Which is why my spirit fell as I walked into the chapel to see almost the entire chapel cordoned off with white rope. A friend saw my dismay and explained that the chapel seats were being saved for the 80-plus members of the apostle’s family. We were welcome to take our seats in the cold, metal chairs lined up in the back.
The class structure apparent every General Conference as family members of the general authorities repeatedly enjoy the best seats in the Conference Center had now come home to my very own neighborhood chapel. And it stung.
Intent on witnessing this inequity for myself, I walked down the aisle, kids in tow, toward the front stand. And lo and behold, a Christmas miracle — the white rope failed to extend to cover the front row. Probably because no one ever sits in the front row.
I knew it was a loophole — that the row was likely part of the massive area saved for other lucky people who apparently didn’t need to get their kids ready as early as I did — but I used my legalistic mind to justify my decision and I sat my butt down on the soft, cushy bench.
I was nervous, but resolute. And then it happened. Twenty minutes before the program was supposed to start, and with the chapel and overflow mostly filled up, a kind but determined woman approached me on the bench.
“Hi. What’s your name?”
“What’s your last name?”
“Quist.” (I hesitated there — how much trouble was I getting myself into?)

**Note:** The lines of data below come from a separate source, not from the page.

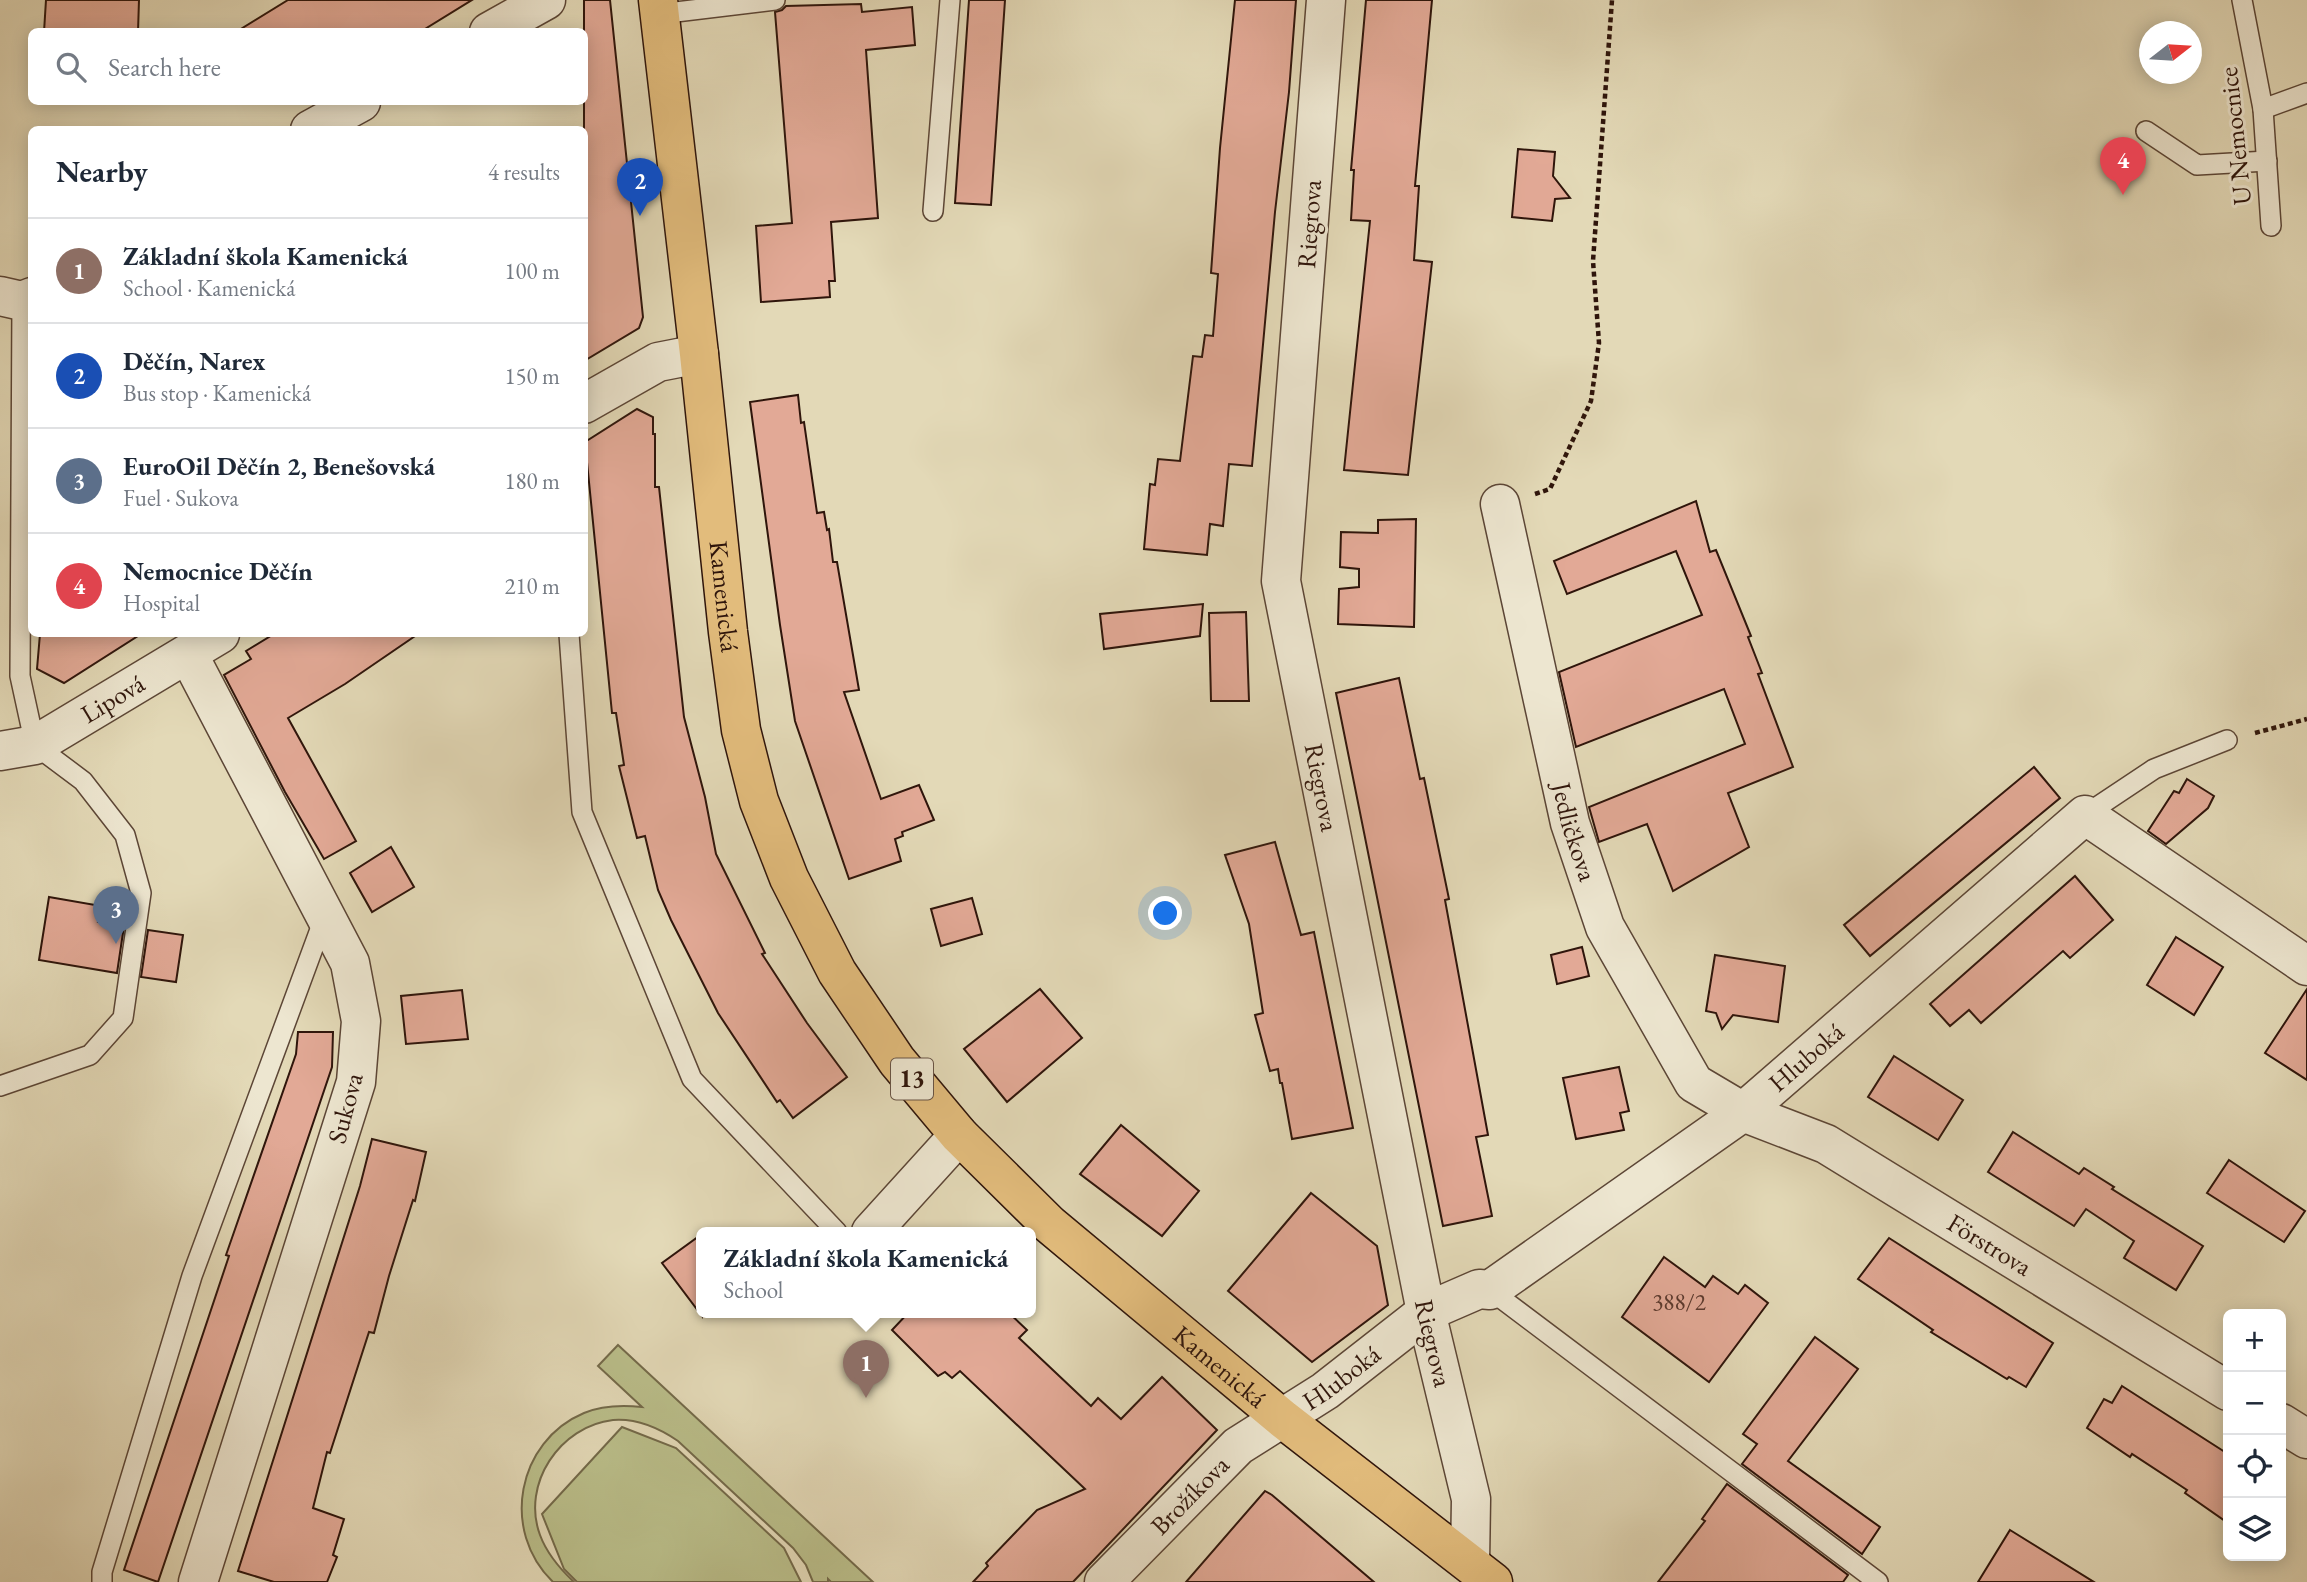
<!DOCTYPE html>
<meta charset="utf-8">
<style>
:root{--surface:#fff;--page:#f6f6f7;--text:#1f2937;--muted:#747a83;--line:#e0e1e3;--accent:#1a73e8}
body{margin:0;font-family:"EB Garamond",serif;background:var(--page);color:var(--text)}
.controls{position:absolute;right:21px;bottom:21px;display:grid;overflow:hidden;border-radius:10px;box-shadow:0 4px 18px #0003}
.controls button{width:63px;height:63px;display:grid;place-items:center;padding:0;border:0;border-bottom:2px solid var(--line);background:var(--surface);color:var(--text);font:35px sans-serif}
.compass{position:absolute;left:2139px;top:21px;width:63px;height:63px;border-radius:50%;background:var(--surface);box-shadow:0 4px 18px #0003;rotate:73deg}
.you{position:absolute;left:1166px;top:914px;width:24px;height:24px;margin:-18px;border:5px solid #fff;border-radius:50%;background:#1a73e8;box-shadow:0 0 0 10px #1a73e833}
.badge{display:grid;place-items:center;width:46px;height:46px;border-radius:50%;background:var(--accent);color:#fff;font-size:23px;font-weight:700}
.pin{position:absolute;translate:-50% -58px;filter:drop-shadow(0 2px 4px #0008)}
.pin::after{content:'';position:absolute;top:37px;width:24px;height:21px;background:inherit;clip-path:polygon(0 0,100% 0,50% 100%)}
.popup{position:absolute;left:696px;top:1227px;width:340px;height:91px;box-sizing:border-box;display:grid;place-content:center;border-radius:10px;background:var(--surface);filter:drop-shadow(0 2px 5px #0005);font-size:23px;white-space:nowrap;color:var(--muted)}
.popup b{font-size:26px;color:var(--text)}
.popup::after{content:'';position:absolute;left:50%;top:100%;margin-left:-14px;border:14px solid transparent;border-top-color:var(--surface)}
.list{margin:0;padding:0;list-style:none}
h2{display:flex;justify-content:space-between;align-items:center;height:91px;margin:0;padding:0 28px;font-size:30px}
h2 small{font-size:23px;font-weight:400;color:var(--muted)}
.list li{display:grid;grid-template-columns:46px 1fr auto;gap:21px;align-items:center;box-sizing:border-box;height:105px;padding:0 28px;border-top:2px solid var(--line)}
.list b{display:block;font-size:26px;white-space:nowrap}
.list p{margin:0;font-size:23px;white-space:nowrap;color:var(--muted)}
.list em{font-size:23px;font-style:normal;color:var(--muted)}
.icon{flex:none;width:38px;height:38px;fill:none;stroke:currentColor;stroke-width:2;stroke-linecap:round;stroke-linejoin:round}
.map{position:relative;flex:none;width:2307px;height:1582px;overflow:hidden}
.search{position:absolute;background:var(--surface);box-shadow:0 4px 18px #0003;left:28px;top:28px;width:560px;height:77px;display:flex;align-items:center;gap:18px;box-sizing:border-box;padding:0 24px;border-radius:10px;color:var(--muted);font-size:26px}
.panel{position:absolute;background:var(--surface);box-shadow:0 4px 18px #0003;left:28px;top:126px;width:560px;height:511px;border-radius:10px}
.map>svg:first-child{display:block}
.green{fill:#babe8a;stroke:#746a4a;stroke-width:2}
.building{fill:#e2a996;stroke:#2f150b;stroke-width:2}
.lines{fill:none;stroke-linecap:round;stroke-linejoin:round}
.lane-casing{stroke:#5c4636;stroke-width:22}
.street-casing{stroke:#5c4636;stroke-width:41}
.primary-casing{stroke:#2f150b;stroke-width:41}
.path{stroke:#2f150b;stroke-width:4.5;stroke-dasharray:5 3.5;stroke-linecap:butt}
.lane{stroke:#ede6d0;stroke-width:19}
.street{stroke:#ede6d0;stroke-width:38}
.primary{stroke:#e2bc7c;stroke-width:38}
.labels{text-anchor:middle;stroke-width:6;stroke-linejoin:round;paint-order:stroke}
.number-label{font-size:23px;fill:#5c3a2e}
.shield{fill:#ede6d0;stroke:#685446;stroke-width:2}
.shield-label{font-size:24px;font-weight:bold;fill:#2f150b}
.street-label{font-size:26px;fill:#2f150b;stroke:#ede6d0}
</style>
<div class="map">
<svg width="2307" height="1582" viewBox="0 0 2307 1582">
<rect width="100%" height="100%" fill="#e3d9b7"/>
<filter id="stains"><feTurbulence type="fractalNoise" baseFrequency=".00286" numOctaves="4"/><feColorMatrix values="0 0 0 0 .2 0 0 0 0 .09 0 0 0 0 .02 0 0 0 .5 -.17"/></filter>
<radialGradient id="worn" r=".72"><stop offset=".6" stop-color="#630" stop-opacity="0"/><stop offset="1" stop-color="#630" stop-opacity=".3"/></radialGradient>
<g class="green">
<path d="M 618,1345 L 873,1582 L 831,1582 L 828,1579 L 828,1582 L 813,1582 L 806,1565 L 793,1548 L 678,1441 C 659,1428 638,1418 613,1420 C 560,1426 521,1484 540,1535 C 547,1554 559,1568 574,1582 L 553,1582 C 500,1531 517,1441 584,1413 C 603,1405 623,1405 642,1407 L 598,1366 Z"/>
<path d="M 622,1427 L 676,1448 L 784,1548 L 801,1582 L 577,1582 L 564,1569 L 542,1514 Z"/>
</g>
<g class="building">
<path d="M 46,0 L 139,0 L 138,32 L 44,32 Z"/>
<path d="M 288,0 L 472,0 L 420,32 L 236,32 Z"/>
<path d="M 584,0 L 610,0 L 643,317 L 639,328 L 584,361 Z"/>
<path d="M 969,0 L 1005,0 L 991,205 L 955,203 Z"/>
<path d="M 1235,0 L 1296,0 L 1289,92 L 1275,212 L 1252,466 L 1229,464 L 1223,526 L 1210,524 L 1207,555 L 1144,549 L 1150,484 L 1155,485 L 1158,459 L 1180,461 L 1193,356 L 1202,357 L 1205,335 L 1213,336 L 1218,274 L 1211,273 L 1220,148 Z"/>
<path d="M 1366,0 L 1432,0 L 1415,186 L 1419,186 L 1414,260 L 1432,262 L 1408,475 L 1344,470 L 1370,221 L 1351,220 L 1354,170 L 1351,170 Z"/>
<path d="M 861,4 L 862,12 L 912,7 L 915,45 L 866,50 L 878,218 L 831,222 L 835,281 L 829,281 L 830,297 L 761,302 L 756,226 L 792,223 L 775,12 L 782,10 L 786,6 Z"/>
<path d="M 1518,149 L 1555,152 L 1553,176 L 1570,198 L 1555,199 L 1552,221 L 1512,217 Z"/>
<path d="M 798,395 L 801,423 L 804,422 L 817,513 L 824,512 L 827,530 L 829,529 L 833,562 L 837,562 L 859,690 L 844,692 L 881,799 L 919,785 L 934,820 L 902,832 L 903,836 L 895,839 L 901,861 L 849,879 L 795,721 L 780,625 L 750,402 Z"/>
<path d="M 637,409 L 653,417 L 653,434 L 655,434 L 655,487 L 659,487 L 684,717 L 705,797 L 716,854 L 765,953 L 762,954 L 807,1023 L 847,1077 L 793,1118 L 780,1100 L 777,1102 L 718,1013 L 671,920 L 658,890 L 645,836 L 637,838 L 619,766 L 624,765 L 616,713 L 612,713 L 585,442 Z"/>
<path d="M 1696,501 L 1710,552 L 1716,550 L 1751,636 L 1748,637 L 1762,673 L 1758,674 L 1793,767 L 1728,793 L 1749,847 L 1673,891 L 1647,824 L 1599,842 L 1589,807 L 1745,744 L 1724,689 L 1576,747 L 1559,672 L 1702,615 L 1676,551 L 1567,594 L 1554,561 Z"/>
<path d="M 1416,519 L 1414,627 L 1338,624 L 1339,589 L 1359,587 L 1359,569 L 1340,567 L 1341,532 L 1378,533 L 1378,520 Z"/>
<path d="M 1203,604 L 1200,636 L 1104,649 L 1100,614 Z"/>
<path d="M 1246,612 L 1249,701 L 1211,701 L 1209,613 Z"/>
<path d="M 40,634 L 141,634 L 64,683 L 37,669 Z"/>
<path d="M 274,634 L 418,634 L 345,684 L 288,718 L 356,841 L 324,859 L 285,792 L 224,675 L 251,659 L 246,651 Z"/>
<path d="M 1399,678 L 1420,779 L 1424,778 L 1449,899 L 1445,900 L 1488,1135 L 1476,1137 L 1492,1216 L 1443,1226 L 1336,693 Z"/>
<path d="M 2034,767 L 2060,798 L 1870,956 L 1844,925 Z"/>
<path d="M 2187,779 L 2214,796 L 2208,808 L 2166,844 L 2148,831 L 2174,791 L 2179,793 Z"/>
<path d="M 1275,842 L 1301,935 L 1314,932 L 1353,1128 L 1292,1139 L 1282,1083 L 1280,1083 L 1278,1069 L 1270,1071 L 1255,1015 L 1263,1013 L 1249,924 L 1225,855 Z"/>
<path d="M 391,847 L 414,887 L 372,912 L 350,873 Z"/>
<path d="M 2075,876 L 2113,920 L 2070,958 L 2063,951 L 1981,1023 L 1969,1010 L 1950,1026 L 1930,1004 Z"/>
<path d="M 49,897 L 101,906 L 98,922 L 124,926 L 117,973 L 39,960 Z"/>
<path d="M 972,898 L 982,934 L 941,946 L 931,909 Z"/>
<path d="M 148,930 L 183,935 L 176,982 L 141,977 Z"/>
<path d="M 2176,937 L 2223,967 L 2194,1015 L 2147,985 Z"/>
<path d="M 1582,947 L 1589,976 L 1557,984 L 1551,955 Z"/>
<path d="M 1715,955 L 1785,966 L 1778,1022 L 1733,1015 L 1722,1029 L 1716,1013 L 1706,1011 Z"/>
<path d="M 1040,989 L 1082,1038 L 1007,1102 L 964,1049 Z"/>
<path d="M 2307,989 L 2307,1080 L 2265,1053 Z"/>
<path d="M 462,990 L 468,1039 L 406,1044 L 401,996 Z"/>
<path d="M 298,1032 L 333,1032 L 332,1067 L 158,1582 L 124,1570 L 229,1256 L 226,1255 L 296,1054 Z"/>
<path d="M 1894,1056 L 1963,1100 L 1938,1140 L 1868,1097 Z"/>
<path d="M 1619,1067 L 1629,1111 L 1620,1113 L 1624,1130 L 1576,1139 L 1563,1078 Z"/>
<path d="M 1121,1125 L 1199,1191 L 1162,1236 L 1080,1174 Z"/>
<path d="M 2013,1132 L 2079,1174 L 2084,1168 L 2114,1187 L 2112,1189 L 2203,1246 L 2176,1290 L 2124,1258 L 2134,1241 L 2086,1209 L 2074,1226 L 1988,1172 Z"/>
<path d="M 372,1139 L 426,1152 L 415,1201 L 413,1200 L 389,1276 L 374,1333 L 369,1332 L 330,1453 L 327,1452 L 313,1508 L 344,1519 L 333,1555 L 337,1557 L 327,1582 L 274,1582 L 238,1571 L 360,1186 Z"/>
<path d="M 2229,1160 L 2305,1211 L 2284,1242 L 2207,1193 Z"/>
<path d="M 1311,1193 L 1377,1246 L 1388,1305 L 1312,1362 L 1228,1291 Z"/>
<path d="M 702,1234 L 702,1316 L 662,1263 Z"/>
<path d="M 1889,1238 L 2053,1343 L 2026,1387 L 2009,1377 L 2007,1379 L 1931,1332 L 1933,1330 L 1858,1279 Z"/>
<path d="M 1664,1257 L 1705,1287 L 1713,1276 L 1738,1294 L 1745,1285 L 1768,1303 L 1709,1382 L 1622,1317 Z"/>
<path d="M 909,1312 L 1008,1312 L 1027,1330 L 1019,1338 L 1091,1406 L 1098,1398 L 1121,1419 L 1162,1377 L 1217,1430 L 1073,1582 L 973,1582 L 988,1566 L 986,1563 L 1037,1510 L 1085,1489 L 960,1371 L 952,1378 L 945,1372 L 938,1376 L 892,1330 Z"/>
<path d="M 1815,1337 L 1858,1369 L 1788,1461 L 1880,1527 L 1862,1554 L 1742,1464 L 1757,1444 L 1743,1434 Z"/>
<path d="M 2122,1386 L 2228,1454 L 2228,1523 L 2185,1493 L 2187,1490 L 2132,1454 L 2130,1457 L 2087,1428 L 2104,1399 L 2112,1403 Z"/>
<path d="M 1727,1484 L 1848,1575 L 1843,1582 L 1658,1582 L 1705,1521 L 1702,1519 Z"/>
<path d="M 1265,1491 L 1272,1495 L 1374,1582 L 1186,1582 Z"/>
<path d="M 2010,1530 L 2094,1582 L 1978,1582 Z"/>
</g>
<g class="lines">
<g class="lane-casing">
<g id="lane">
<path d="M 2242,0 L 2263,109 L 2271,226"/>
<path d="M 659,14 L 775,0"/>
<path d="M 2263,109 L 2307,93"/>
<path d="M 2146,131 L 2197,165 L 2267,161"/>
<path d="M 933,211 L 950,0"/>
<path d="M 569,634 L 582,812 L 692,1079 L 837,1232"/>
<path d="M 2085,815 L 2154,769 L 2227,740"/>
<path d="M 0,1086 L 90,1055 L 123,1018 L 141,893 L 125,835 L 83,781 L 35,745 L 20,676 L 22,301"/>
<path d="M 1490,1290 L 1878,1582"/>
<path d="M 102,1582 L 102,1572 L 192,1276 L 325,916"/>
</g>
</g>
<g class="street-casing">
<g id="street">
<path id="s1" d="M 1326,0 L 1281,581 L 1426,1312 L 1471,1499 L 1470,1563"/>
<path d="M 489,32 L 546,0"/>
<path d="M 310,130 L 361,102"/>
<path d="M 0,296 L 22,301 L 32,297"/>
<path d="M 584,404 L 658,362 L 699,354"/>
<path id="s2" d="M 1500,504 L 1570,823 L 1605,927 L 1694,1083 L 1743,1112 L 1826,1144 L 2228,1391"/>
<path d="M 188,654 L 350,963 L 361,1021 L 356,1082 L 198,1582"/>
<path id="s3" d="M 0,751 L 35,745 L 220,634"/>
<path d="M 871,1232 L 959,1135"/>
<path d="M 2281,1423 L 2307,1439"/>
<path id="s4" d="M 1104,1582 L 1238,1446 L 1325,1391 L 1426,1312 L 1479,1289 L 1490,1290 L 1743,1112 L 2085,815 L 2307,966"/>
</g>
</g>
<g class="primary-casing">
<g id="primary">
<path id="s5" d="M 658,0 L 699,354 L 728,632 L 741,730 L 759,801 L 789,878 L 837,972 L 897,1061 L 959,1135 L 1049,1224 L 1283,1419 L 1493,1582"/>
</g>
</g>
<g class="path">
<path d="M 1535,494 L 1550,489 L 1591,401 L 1599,343 L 1593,261 L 1612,0"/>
<path d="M 2255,733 L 2307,719"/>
</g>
<use href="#lane" class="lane"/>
<use href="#street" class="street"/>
<use href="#primary" class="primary"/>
</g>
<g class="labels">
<g class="number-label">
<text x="1679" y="1310">388/2</text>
</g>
<rect class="shield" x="891" y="1058.5" width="42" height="41" rx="5"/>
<g class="shield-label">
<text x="912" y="1087">13</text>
</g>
<g class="street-label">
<text transform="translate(2235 136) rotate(-96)" y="9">U Nemocnice</text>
<text transform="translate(1309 224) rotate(-86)" y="9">Riegrova</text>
<text dy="9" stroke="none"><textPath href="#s5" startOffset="600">Kamenická</textPath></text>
<text dy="9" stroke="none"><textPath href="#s3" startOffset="126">Lipová</textPath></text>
<text dy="9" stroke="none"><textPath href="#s1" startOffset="793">Riegrova</textPath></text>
<text dy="9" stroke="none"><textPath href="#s2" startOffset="336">Jedličkova</textPath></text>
<text dy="9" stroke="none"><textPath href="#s4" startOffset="884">Hluboká</textPath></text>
<text transform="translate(345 1108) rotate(-75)" y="9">Sukova</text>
<text dy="9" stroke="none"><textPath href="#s2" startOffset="954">Förstrova</textPath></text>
<text dy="9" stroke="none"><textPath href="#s1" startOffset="1360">Riegrova</textPath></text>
<text dy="9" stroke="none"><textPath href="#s5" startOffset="1549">Kamenická</textPath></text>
<text dy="9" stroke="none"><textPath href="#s4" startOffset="315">Hluboká</textPath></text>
<text dy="9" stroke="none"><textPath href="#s4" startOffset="122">Brožíkova</textPath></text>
</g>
</g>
<rect width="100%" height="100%" filter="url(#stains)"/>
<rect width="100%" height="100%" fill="url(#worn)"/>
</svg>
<div class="controls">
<button>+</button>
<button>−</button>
<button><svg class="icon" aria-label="locate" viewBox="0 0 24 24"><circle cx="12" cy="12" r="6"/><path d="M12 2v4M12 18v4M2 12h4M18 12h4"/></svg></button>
<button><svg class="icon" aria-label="layers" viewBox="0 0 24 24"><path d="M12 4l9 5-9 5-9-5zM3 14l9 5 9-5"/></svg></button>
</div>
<svg class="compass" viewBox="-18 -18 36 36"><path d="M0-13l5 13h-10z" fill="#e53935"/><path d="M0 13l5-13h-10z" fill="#747a83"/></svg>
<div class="you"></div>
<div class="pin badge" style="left:866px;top:1398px;background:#8d6e63">1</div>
<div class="popup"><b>Základní škola Kamenická</b>School</div>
<div class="pin badge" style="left:640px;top:216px;background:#1a4fb4">2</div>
<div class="pin badge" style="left:116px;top:944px;background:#5c6f8a">3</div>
<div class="pin badge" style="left:2123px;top:195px;background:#e0444e">4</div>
<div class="search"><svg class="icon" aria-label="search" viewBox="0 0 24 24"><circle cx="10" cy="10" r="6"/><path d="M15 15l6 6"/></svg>Search here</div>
<section class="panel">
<h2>Nearby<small>4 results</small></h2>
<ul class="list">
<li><span class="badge" style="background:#8d6e63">1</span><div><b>Základní škola Kamenická</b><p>School · Kamenická</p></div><em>100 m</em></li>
<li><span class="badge" style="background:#1a4fb4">2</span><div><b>Děčín, Narex</b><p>Bus stop · Kamenická</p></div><em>150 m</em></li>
<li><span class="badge" style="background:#5c6f8a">3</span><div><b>EuroOil Děčín 2, Benešovská</b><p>Fuel · Sukova</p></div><em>180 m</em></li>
<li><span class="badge" style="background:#e0444e">4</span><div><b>Nemocnice Děčín</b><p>Hospital</p></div><em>210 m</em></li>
</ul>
</section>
</div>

“Oh, well these rows are saved for. …”
I didn’t even let her finish. I told her matter-of-factly that the white string wasn’t strung all the way to the front row, as it was on the side pews where the deacons sat, that it therefore wasn’t saved, that I was a single mom of seven (yes, I even pulled that card) who got up early to get my kids ready to worship God on this Christmas Sunday and that I wasn’t moving.
I mean, what can you say to that? She smiled, and turned away, exasperated and befuddled and honestly annoyed at my nerve. I tried to busy myself with the kids.
I told my father what happened and he said, “Michelle, only you would do that.” My mother said, “Dang right, that isn’t fair.” My daughter said, “Mom, I can’t sit in the front row, people will see me.”
And there I sat in nervous self-righteousness, just willing it all to turn out.
But as the congregation quieted and stood for the apostle entering the chapel and walking to the front, my heart sank and filled with dread. Michelle, what have you done? Now the apostle will spend the next hour wondering, just a few feet away and staring right at you, why you are in the section filled with his family.
Of course he probably wondered no such thing.
The meeting was beautiful and inspiring, with music that filled my soul as only music can. But I was distracted by my guilty conscience and crippling self-doubt. I realized that sometimes my sense of justice and fairness can become as ugly as the injustice itself.
And that is my New Year’s resolution. May we all strive to do what’s right, in the right way. Happy New Year.
Michelle Quist is a columnist for The Salt Lake Tribune.